__DIRECTIONS FOR THIS TASK__: Check every line of the entries for "function", and copy the lines that hold it.

__DATA LISTING__:
┄┄┄┄┄┄┄┄┄┄┄┄┄┄┄┄┄┄┄┄
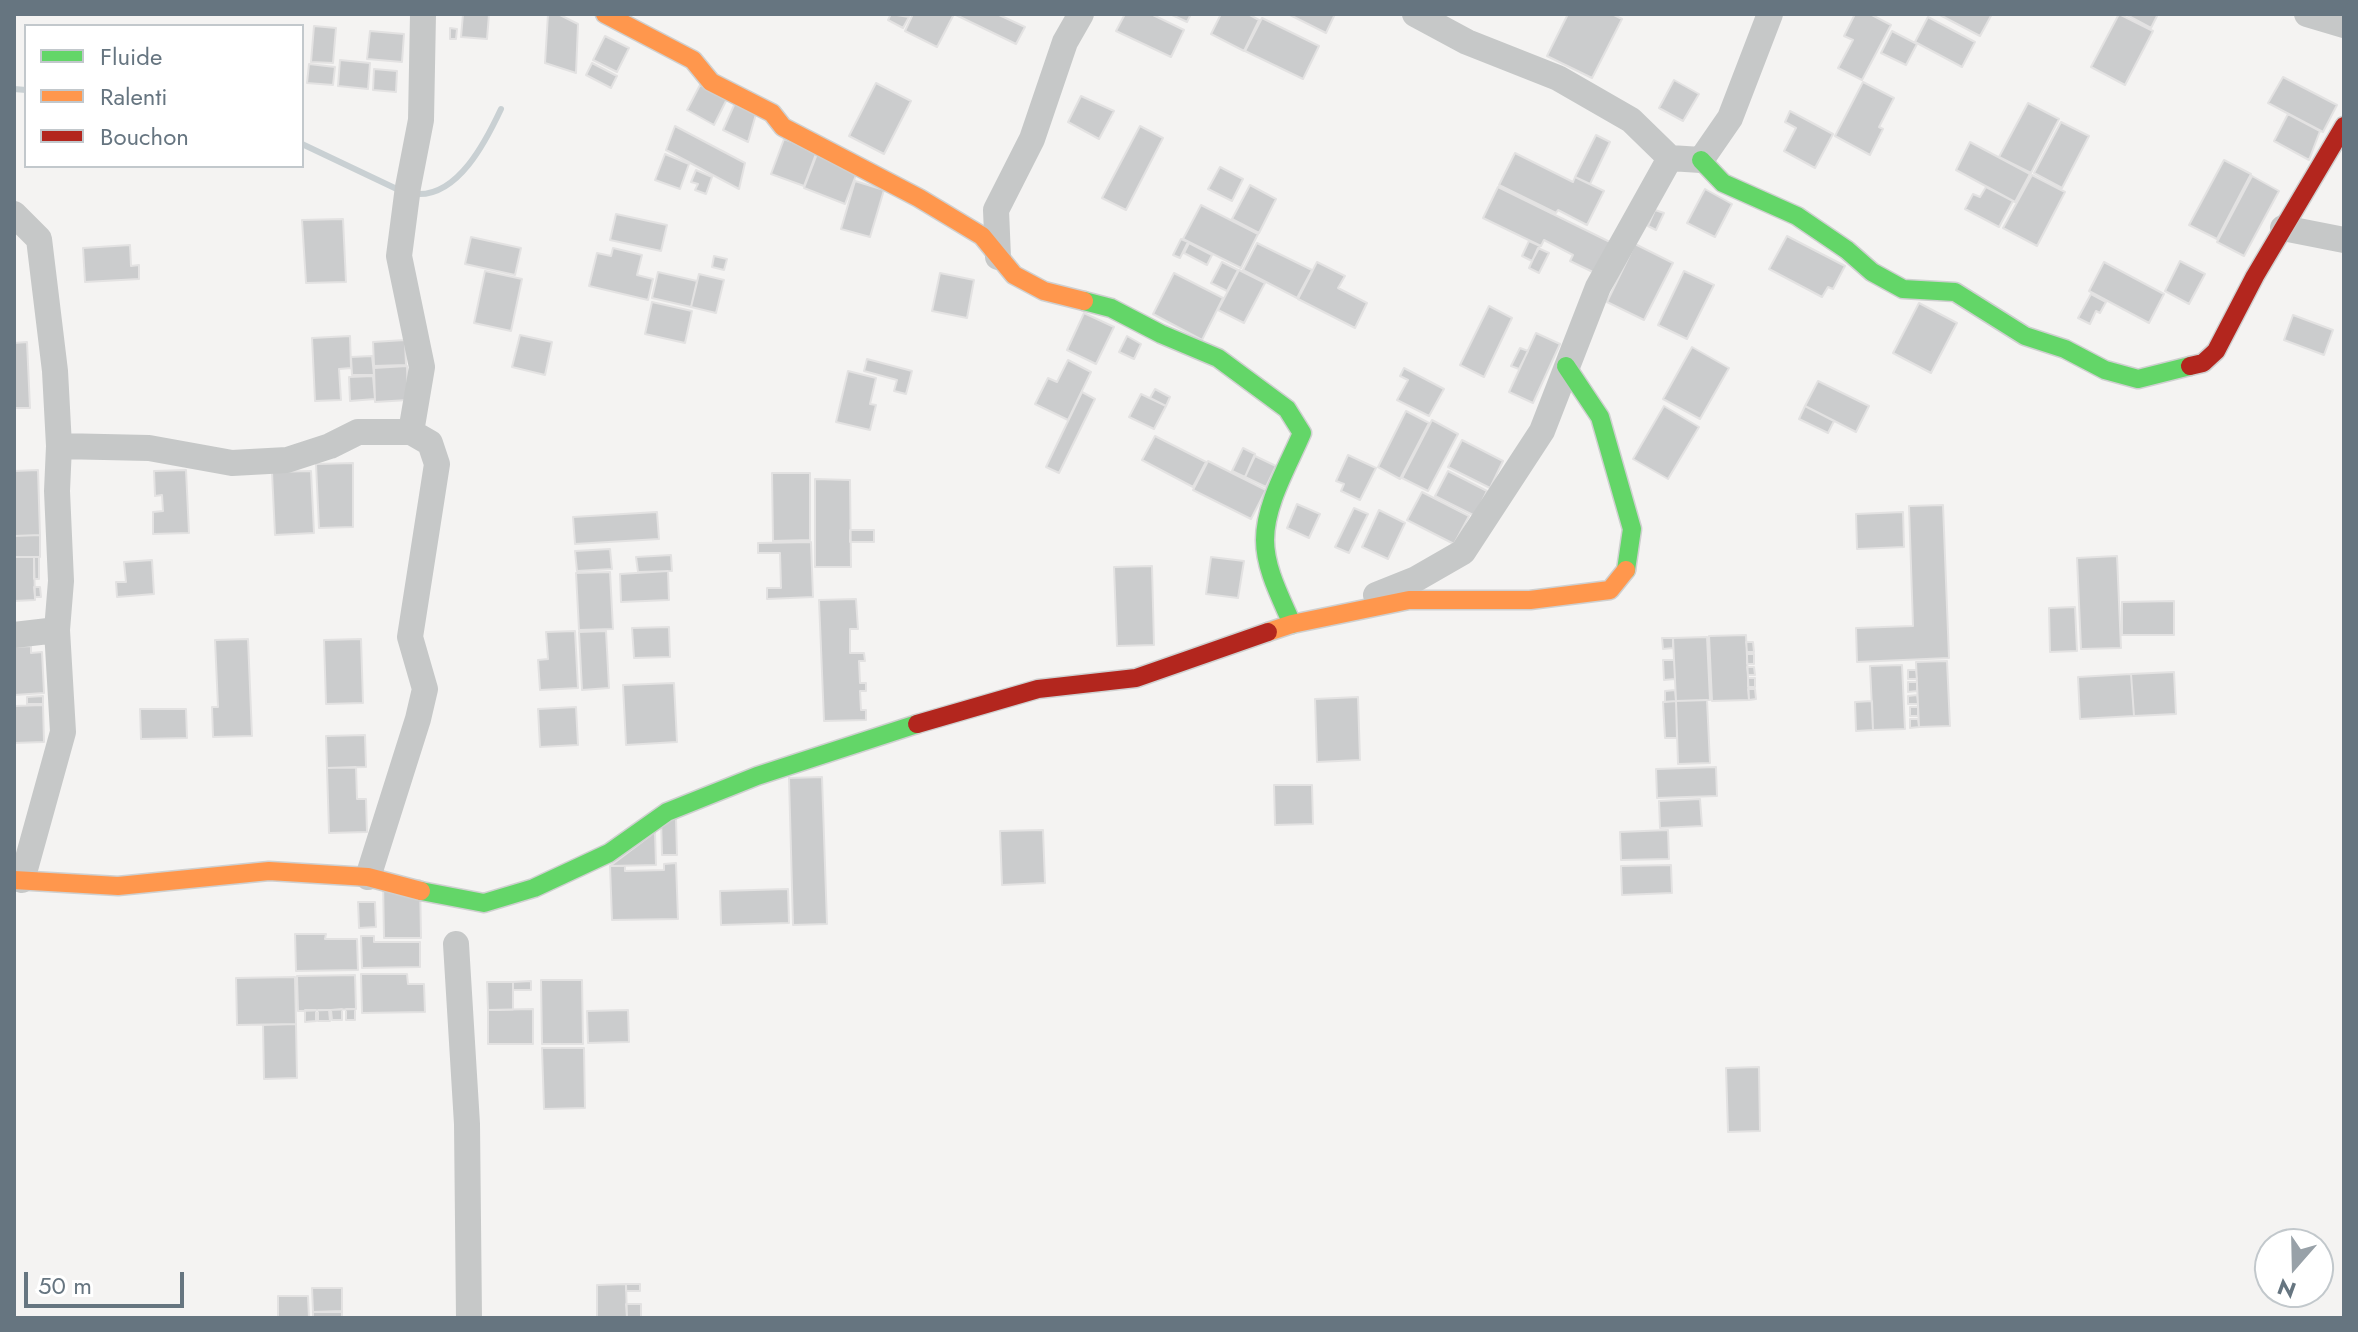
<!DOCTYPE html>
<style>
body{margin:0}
#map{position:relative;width:2358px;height:1332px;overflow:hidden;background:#f4f3f2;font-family:Jost,sans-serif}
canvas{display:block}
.frame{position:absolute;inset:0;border:16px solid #667580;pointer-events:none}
.legend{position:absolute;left:24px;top:24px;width:280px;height:144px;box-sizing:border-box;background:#fff;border:2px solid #c2c8cc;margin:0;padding:10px 14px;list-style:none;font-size:24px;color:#667580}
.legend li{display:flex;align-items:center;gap:16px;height:40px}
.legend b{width:40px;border:2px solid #c2c8cc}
.north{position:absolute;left:2254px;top:1228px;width:80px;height:80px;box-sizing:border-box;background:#fff;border:2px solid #c2c8cc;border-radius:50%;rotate:200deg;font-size:22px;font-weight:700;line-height:32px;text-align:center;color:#667580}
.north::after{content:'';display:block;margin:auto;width:28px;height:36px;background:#98a1a8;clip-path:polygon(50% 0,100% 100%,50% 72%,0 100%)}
.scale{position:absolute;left:24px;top:1272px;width:160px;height:36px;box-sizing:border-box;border:4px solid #667580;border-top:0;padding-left:10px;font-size:24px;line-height:28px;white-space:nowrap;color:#667580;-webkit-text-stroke:6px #fff;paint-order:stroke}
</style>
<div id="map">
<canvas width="2358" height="1332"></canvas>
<div class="frame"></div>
<ul class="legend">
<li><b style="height:10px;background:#63d668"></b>Fluide</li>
<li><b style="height:10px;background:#ff974d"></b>Ralenti</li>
<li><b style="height:10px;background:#b3261e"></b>Bouchon</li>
</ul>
<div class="north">N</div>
<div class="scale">50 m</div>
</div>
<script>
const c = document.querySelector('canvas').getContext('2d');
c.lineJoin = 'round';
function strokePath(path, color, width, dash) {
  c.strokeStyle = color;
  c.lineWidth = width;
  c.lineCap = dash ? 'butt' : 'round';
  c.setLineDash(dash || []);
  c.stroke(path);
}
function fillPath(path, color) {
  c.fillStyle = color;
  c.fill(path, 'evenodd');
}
strokePath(new Path2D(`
 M14 89 26 90
 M302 144 401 191
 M416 194C458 197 486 141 501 109`), '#c9d0d3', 6);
const building = new Path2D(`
 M463 14H489L487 39 461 37Z
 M548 14H558L578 24 576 73 545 63Z
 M891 14 909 17 903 28 888 20Z
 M913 14H954L937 47 905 31Z
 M997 14 1025 27 1016 44 956 15Z
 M1125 14H1151L1184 30 1171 57 1116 31Z
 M1170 14H1191L1187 22Z
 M1221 14H1248L1259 20 1244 51 1211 34Z
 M1288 14H1335L1326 33Z
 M1568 14H1612L1622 19 1592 78 1547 56Z
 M1855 14H1870L1891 25 1862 80 1838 68 1853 40 1844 36Z
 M1938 14H1992L1980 36Z
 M2119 14 2153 31 2125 85 2091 67Z
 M2125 14H2158L2151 28Z
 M1928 17 1975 42 1962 67 1915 42Z
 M1262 18 1319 46 1303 79 1245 51Z
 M314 26 336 28 333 63 311 62Z
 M450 28 457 29 456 39H450Z
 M370 31 404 34 402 62 367 59Z
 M1892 31 1917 44 1906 65 1881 53Z
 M605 36 629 48 617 72 593 60Z
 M340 60 370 63 368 89 338 86Z
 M592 63 617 76 611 88 586 75Z
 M309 64 335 67 333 85 307 83Z
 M374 69 397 71 396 92 373 90Z
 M2283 77 2337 105 2323 132 2268 103Z
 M1674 80 1699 94 1683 121 1659 108Z
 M1863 82 1894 98 1879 127 1883 129 1870 155 1835 136Z
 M876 83 911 101 884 154 849 136Z
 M700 85 727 99 714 125 687 110Z
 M1081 96 1114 111 1099 139 1068 122Z
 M735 103 756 114 748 142 723 130Z
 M2028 103 2059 119 2031 173 1999 157Z
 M1790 111 1833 134 1815 168 1784 151 1796 128 1785 122Z
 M2288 114 2320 131 2309 160 2274 141Z
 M2061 122 2089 136 2062 188 2034 173Z
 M675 126 745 163 739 189 666 150Z
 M1140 126 1163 138 1126 210 1102 198Z
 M1596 135 1610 142 1590 184 1575 177Z
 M784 139 817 151 804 186 771 174Z
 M1970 142 2030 174 2015 202 1956 170Z
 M1515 153 1573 182 1575 177 1604 191 1587 225 1558 210 1556 213 1499 185Z
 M665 154 689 164 680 189 655 180Z
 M817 154 856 175 845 204 804 188Z
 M2224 160 2251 174 2217 239 2189 225Z
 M1220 167 1243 179 1232 201 1208 189Z
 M696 170 712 177 706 194 695 190 698 184 691 182Z
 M2032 175 2065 192 2037 246 2003 228Z
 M2252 176 2279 191 2244 256 2217 242Z
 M855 181 884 190 870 237 841 229Z
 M1250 185 1276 199 1259 233 1232 219Z
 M1498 187 1612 243 1597 274 1570 261 1573 255 1544 240 1541 246 1483 218Z
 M1986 187 2013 201 1999 227 1965 209 1973 194 1980 197Z
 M1705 189 1732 204 1715 237 1687 223Z
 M1201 205 1258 234 1241 268 1183 239Z
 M1655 210 1664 213 1656 230 1648 226Z
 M616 214 667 225 661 251 610 240Z
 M343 219 346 282 306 283 302 220Z
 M1787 236 1845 266 1833 289 1828 287 1822 297 1769 269Z
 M471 237 521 248 515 275 465 264Z
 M1181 239 1188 242 1180 258 1173 255Z
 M1529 241 1540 246 1532 261 1522 256Z
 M1189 243 1212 255 1207 265 1184 253Z
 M1257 243 1312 270 1297 298 1243 270Z
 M1635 244 1673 263 1644 320 1607 302Z
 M130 245 131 266 139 265V279L85 282 83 248Z
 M613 248 642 255 637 275 653 279 648 300 589 286 597 253 611 256Z
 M1538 248 1549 253 1539 273 1529 268Z
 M714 256 727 259 724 270 712 267Z
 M2180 261 2205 274 2189 304 2165 291Z
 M1222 262 1238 270 1227 291 1211 283Z
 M1317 262 1345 276 1338 288 1367 303 1355 328 1298 299Z
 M2104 262 2164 294 2149 323 2089 291Z
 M1239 270 1265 283 1244 323 1218 310Z
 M485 271 522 279 511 331 474 323Z
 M1684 271 1714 285 1687 339 1658 325Z
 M658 272 697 281 691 307 652 298Z
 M940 273 974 280 967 318 932 311Z
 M1174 273 1223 298 1202 340 1153 314Z
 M699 274 724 280 716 313 691 307Z
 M2091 294 2106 302 2100 313 2096 311 2090 324 2078 318Z
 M652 302 692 311 685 343 645 334Z
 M1919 303 1957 323 1931 373 1893 353Z
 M1489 306 1512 318 1484 377 1460 365Z
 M1084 313 1114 327 1096 364 1067 350Z
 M2293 315 2333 330 2324 355 2284 340Z
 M1536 333 1560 344 1533 403 1509 392Z
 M520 335 552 342 545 375 512 367Z
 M350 336 351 368 339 369 341 400 315 401 312 338Z
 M1127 336 1141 344 1134 359 1119 352Z
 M405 340 406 365 374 366 373 342Z
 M27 342 30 408H14V343Z
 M1692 347 1729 368 1700 419 1663 399Z
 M1520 348 1528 351 1519 369 1511 366Z
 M372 356 374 375H352L351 357Z
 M867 359 912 371 906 394 894 391 897 380 864 371Z
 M1068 360 1091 372 1068 420 1035 404 1048 378 1057 382Z
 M407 366 408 400 375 402 374 368Z
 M1404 368 1444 389 1429 416 1397 400 1408 380 1400 376Z
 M848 371 876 378 870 404 876 405 870 430 836 422Z
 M373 376 375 399 350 401 349 377Z
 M1818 381 1869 406 1856 432 1805 406Z
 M1155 389 1170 397 1166 406 1150 398Z
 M1082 392 1095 399 1059 473 1046 467Z
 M1141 394 1166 406 1154 429 1129 417Z
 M1664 406 1699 427 1668 479 1633 459Z
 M1805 406 1834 421 1828 433 1799 419Z
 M1406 411 1429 423 1400 479 1378 467Z
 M1432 420 1458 434 1428 491 1402 478Z
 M1155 436 1206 462 1193 487 1142 460Z
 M1462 440 1503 461 1490 488 1448 467Z
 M1243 448 1255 454 1245 477 1232 471Z
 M1348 455 1376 468 1360 500 1341 491 1344 484 1336 481Z
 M1255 456 1276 466 1266 487 1245 477Z
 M1208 461 1266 490 1251 519 1193 490Z
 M353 463V527L319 528 316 464Z
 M38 470 40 535 14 536V471Z
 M186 470 189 533 153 534V512L163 511 162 495 155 496 154 471Z
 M311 471 314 533 275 535 272 472Z
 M1448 471 1487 491 1475 516 1435 496Z
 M772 473H810V540L773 541Z
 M815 479 850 480 851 567H815Z
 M1422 492 1469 516 1454 544 1407 520Z
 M1297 504 1320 514 1309 538 1287 528Z
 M1943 505 1949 658 1857 662 1856 628 1913 626 1909 506Z
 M1354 508 1368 514 1349 553 1335 547Z
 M1379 510 1405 523 1388 559 1362 547Z
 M657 512 659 539 575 544 573 517Z
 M1903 512 1904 547 1857 549 1856 514Z
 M850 530H874V542H850Z
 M40 535V557H14V536Z
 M811 542 813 597 767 599V588H781L780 553H758V543Z
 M610 549 612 569 577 571 575 551Z
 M671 555 672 571 638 572 636 557Z
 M2117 556 2121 648 2081 649 2077 558Z
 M14 557H34L35 600 14 601Z
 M34 557H39V579H34Z
 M1211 557 1244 561 1238 598 1206 594Z
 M152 560 154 594 117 597 116 582H126L124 562Z
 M1152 566 1154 645 1117 646 1114 567Z
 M668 571 669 600 621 602 620 574Z
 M610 572 613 629 579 630 576 573Z
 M34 587H40L41 597H35Z
 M856 599 858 629H850V653H864L865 661H859L860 683H866V691H860L861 710H866V720L824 721 819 600Z
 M2174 601V635H2122V602Z
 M2075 607 2077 651 2050 652 2049 608Z
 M669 627 670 657 634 658 632 628Z
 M575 631 578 688 540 690 538 660 548 659 546 632Z
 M606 631 609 688 582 690 579 632Z
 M1746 635 1749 700 1712 701 1709 636Z
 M1707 637 1710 700 1676 701 1673 638Z
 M1662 638H1673V648L1663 649Z
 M248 639 252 736 213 737 212 707H218L215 640Z
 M361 639 363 703 326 704 324 640Z
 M1746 642H1753L1754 652H1747Z
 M31 646V653L42 652 44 693 14 695V647Z
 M1747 654H1754V664H1747Z
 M1663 660H1674L1675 679 1664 680Z
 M1947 661 1950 726 1919 727 1916 662Z
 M1902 665 1905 729 1873 730 1870 666Z
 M1747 667H1754L1755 675H1748Z
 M1908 670H1916L1917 679H1908Z
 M2174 672 2176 714 2134 716 2131 674Z
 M2131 674 2134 716 2080 719 2078 677Z
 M1748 678H1755V687H1748Z
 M1908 682H1917V691L1908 692Z
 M674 683 677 742 626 745 623 685Z
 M1748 689H1755L1756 699 1749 700Z
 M1675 690 1676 701 1665 702V691Z
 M1917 695 1918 704H1908V696Z
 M43 696V704H27V697Z
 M1358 697 1360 760 1317 762 1315 699Z
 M1707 700 1710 763 1678 764 1676 701Z
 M1676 701 1677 738H1665L1663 702Z
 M1872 701 1873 730 1856 731 1855 702Z
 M43 705 44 742 14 743V706Z
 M576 707 578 745 540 747 538 709Z
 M1910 707H1918V716H1910Z
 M140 709H186L187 738 141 739Z
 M1910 719H1918L1919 727 1910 728Z
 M365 735 366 767 327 768 326 736Z
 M356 767 357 799H366L367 832 329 833 327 768Z
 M1716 767 1717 796 1657 798 1656 769Z
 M822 777 827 924 793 925 789 778Z
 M1274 785H1312L1313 824 1275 825Z
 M1700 799 1702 826 1660 828 1659 801Z
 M661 818H676L677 855H662Z
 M1043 830 1045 883 1002 885 1000 831Z
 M1668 830 1669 859 1621 860 1620 832Z
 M655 832 656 865 610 866Z
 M676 863 678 919 612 920 610 866H625V871L664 870V864Z
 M1671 865 1672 893 1622 895 1621 866Z
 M383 880H420L421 938H384Z
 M788 889 789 923 721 925 720 891Z
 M358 902H375L376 927 359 928Z
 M295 934H326L325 939H357L358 970 296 971Z
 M361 936H374V942H420V967L362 968Z
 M361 974H407L408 984H424L425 1012 362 1013Z
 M355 975 356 1009 298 1011 297 976Z
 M295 977 296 1024 237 1025 236 978Z
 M541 980H582L583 1044H542Z
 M531 981V990H513V982Z
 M487 982H513V1010H488Z
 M342 1009V1020H332L331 1010Z
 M346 1009H355V1020H346Z
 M533 1009V1044H488V1010Z
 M305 1010H316V1021L305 1022Z
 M318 1010H329L330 1021H318Z
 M628 1010 629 1042 588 1043 587 1011Z
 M296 1024 297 1078 264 1079 263 1025Z
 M542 1048H584L585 1108 544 1109Z
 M1759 1067 1760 1131 1728 1132 1726 1068Z
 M626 1284H640V1291H626Z
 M626 1284 627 1318H597V1285Z
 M312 1288H342V1312H313Z
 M278 1296H308L309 1318H278Z
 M626 1304H641V1318H627Z
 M342 1311V1318H313V1312Z`);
fillPath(building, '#cbcccd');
strokePath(building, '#e3e2e2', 2);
const fast = new Path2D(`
 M1701 160 1723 183 1797 216 1847 250 1872 272 1903 289 1955 292 2025 336 2065 349 2105 370 2138 379 2190 366
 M1084 301 1111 308 1161 334 1218 358 1287 409 1302 433C1288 466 1265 504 1265 540 1265 569 1281 598 1292 624
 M1566 366 1600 417 1632 529 1626 570
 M421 891 484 903 534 888 609 853 667 812 757 776 917 724`);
const slow = new Path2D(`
 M605 14 693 60 711 82 772 113 783 127 919 198 982 236 1014 275 1044 291 1084 301
 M1268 632 1292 624 1409 600H1530L1610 590 1626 570
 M14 880 118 886 269 871 368 877 421 891`);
const jam = new Path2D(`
 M2190 366 2203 363 2216 351 2255 276 2344 126
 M917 724 1038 689 1136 678 1268 632`);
strokePath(fast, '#cfd0d0', 21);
strokePath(slow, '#cfd0d0', 21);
strokePath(jam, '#cfd0d0', 21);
strokePath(new Path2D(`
 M1415 14 1467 42 1558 78 1631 120 1670 158 1701 160 1730 118 1770 14
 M2307 14 2344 25
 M14 214 39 239 55 371 59 446 57 491 61 581 57 630 63 732 22 880
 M2283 228 2344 240
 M998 257 996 210 1032 139 1065 42 1081 14
 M411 432 422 367 399 256 408 187 421 120 423 14
 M59 446 149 448 232 463 287 460 330 446 358 432H411L430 443 437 464 410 637 425 689 418 719 368 877
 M1376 595 1416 579 1463 552 1542 431 1598 287 1670 158
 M14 635 57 630
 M456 944 467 1124 469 1318`), '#c6c8c8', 26);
strokePath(fast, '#63d668', 18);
strokePath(slow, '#ff974d', 18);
strokePath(jam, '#b3261e', 18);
</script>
┄┄┄┄┄┄┄┄┄┄┄┄┄┄┄┄┄┄┄┄
__THE COMPLETED TASK__:
function strokePath(path, color, width, dash) {
function fillPath(path, color) {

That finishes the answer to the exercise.